Ali mesmo, junto ao rio, no armazém B, vive a Bica do Sapato, quieta desde 2019, mas irrequieta por natureza, assim o quis o seu fundador, Manuel Reis, que fosse altiva e irreverente, o mix perfeito de quem está à frente, muito à frente do seu tempo. E recorde-se, estávamos ainda em 1999. Ali mesmo, no armazém B, o ponto foi de encontro de mundos diversos, os criativos, os políticos, os artísticos, os empresariais, a boa boémia e o bom vivant, os tais “loucos de Lisboa que nos fazem duvidar”, como diz a música, ali tiveram uma história para contar. Vinte anos de glória e um fecho de portas abrupto também marcam a história desta casa que se veste, agora, de novo para uma nova disrupção no Cais da Pedra.

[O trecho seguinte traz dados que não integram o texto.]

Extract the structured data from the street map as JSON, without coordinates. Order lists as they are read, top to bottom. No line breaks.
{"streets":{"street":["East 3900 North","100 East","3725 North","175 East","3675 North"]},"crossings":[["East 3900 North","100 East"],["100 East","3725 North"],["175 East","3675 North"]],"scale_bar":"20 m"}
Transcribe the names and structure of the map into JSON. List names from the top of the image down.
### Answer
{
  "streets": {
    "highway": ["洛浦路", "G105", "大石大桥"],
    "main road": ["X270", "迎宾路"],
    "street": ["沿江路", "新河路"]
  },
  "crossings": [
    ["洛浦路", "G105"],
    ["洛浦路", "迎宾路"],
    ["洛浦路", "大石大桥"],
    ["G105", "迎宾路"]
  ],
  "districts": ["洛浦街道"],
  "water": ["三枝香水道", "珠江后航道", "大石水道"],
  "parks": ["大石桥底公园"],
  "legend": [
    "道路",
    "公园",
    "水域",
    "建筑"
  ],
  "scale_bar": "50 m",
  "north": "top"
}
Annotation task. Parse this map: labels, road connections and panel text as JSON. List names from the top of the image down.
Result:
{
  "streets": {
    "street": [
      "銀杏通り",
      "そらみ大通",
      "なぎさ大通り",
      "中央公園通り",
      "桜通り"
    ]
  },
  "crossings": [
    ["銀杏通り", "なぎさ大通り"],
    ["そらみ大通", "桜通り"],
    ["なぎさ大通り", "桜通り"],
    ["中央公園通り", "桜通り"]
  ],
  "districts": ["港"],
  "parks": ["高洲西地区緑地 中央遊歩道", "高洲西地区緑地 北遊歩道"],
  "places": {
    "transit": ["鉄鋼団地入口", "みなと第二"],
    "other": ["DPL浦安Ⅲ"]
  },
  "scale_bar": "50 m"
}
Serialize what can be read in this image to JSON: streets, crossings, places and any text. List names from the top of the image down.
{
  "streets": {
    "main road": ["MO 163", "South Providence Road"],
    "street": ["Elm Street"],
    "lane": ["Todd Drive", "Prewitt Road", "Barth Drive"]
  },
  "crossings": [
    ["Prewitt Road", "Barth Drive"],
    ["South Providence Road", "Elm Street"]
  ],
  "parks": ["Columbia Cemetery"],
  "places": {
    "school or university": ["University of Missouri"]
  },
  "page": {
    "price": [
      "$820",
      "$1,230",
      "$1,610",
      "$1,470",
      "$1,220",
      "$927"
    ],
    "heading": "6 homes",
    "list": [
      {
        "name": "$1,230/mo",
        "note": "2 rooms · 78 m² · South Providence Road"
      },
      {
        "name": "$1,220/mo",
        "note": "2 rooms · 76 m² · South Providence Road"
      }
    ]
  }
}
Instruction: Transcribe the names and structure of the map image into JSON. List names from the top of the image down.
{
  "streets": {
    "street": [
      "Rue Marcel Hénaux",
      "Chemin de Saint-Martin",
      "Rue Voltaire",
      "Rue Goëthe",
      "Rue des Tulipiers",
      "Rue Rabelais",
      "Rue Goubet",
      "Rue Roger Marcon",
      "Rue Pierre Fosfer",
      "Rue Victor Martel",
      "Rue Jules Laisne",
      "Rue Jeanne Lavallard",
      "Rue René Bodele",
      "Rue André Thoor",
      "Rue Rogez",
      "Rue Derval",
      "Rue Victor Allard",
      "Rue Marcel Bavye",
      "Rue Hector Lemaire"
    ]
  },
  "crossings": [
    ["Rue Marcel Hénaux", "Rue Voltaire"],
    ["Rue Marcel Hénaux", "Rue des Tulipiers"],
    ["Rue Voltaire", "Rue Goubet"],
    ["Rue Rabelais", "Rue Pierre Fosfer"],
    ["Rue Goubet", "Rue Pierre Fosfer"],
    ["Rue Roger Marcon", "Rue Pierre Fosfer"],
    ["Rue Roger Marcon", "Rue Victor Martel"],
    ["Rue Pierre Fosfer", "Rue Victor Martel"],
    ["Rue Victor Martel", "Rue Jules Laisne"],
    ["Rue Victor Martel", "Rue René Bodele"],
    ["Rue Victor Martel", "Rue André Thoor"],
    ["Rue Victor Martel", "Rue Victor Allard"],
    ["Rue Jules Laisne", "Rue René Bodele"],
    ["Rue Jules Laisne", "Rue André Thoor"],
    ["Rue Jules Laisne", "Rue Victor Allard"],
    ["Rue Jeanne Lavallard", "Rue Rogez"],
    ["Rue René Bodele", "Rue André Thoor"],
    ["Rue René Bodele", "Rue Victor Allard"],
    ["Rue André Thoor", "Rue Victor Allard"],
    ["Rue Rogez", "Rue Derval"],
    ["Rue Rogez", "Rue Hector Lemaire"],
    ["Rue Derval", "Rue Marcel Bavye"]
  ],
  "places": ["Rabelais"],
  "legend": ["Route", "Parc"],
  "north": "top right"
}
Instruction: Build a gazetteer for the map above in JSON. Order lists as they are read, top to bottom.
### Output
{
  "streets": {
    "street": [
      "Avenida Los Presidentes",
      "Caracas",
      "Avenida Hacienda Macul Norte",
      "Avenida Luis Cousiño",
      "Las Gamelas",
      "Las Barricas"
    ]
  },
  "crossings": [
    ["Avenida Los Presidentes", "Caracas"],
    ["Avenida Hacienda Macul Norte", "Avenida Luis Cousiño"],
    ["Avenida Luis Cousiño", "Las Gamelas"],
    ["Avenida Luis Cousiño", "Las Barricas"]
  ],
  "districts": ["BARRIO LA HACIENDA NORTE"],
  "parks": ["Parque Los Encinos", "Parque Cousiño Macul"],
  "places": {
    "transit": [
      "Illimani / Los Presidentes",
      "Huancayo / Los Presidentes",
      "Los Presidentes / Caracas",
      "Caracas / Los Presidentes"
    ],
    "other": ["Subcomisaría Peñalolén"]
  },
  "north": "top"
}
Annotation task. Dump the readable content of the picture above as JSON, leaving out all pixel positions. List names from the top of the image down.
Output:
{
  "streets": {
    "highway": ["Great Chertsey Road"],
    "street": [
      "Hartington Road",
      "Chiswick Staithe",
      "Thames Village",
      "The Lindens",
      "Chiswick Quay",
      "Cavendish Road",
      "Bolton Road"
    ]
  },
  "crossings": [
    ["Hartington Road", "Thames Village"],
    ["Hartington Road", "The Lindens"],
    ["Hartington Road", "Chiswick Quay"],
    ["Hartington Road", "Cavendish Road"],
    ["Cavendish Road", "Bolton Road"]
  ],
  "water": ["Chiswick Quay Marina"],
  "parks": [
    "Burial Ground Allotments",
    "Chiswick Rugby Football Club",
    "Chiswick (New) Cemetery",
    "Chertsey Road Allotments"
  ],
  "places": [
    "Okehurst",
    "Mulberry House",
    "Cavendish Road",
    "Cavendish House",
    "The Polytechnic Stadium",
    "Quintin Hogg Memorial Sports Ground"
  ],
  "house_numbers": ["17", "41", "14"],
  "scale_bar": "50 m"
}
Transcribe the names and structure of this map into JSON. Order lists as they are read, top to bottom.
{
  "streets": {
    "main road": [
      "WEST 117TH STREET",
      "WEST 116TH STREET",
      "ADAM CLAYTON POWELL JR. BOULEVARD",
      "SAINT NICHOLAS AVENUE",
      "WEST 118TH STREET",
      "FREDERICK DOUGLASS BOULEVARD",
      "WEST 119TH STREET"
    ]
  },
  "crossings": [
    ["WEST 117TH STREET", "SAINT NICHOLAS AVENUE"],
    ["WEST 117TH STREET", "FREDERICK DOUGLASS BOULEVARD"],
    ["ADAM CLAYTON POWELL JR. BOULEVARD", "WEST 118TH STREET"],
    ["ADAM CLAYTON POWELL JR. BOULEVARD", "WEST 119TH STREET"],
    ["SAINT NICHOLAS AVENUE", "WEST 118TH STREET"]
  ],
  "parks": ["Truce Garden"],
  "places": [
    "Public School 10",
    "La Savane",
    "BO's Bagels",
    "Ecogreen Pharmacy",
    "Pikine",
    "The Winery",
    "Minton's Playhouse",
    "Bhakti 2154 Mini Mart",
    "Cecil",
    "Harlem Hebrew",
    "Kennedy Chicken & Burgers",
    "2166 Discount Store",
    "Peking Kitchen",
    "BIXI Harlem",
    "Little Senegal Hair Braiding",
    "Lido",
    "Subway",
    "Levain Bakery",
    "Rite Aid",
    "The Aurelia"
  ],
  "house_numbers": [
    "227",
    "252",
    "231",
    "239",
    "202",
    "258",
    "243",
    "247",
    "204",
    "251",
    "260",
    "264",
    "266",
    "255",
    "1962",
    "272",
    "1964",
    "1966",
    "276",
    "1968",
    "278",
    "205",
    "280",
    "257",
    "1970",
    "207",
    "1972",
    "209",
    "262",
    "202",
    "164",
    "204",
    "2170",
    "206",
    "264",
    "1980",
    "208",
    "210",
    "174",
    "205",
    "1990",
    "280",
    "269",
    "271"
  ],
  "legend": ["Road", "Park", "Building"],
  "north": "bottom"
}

E foi ali, ainda no meio de um delicioso caos à espera de abrir portas, que desvendamos baús de memórias, emoções ao rubro e boas novas por contar. Hoje, já está vestida de novco e pronta a servir.
Era uma vez outra vez
Quando Francisco Lacerda e Celso Assunção decidiram adquirir a concessão desse ícone adormecido, não imaginavam que a sua reabertura seria adiada por uma pandemia global e exigiria mais do que capital, exigiria visão, resiliência e uma ligação profunda à identidade da cidade.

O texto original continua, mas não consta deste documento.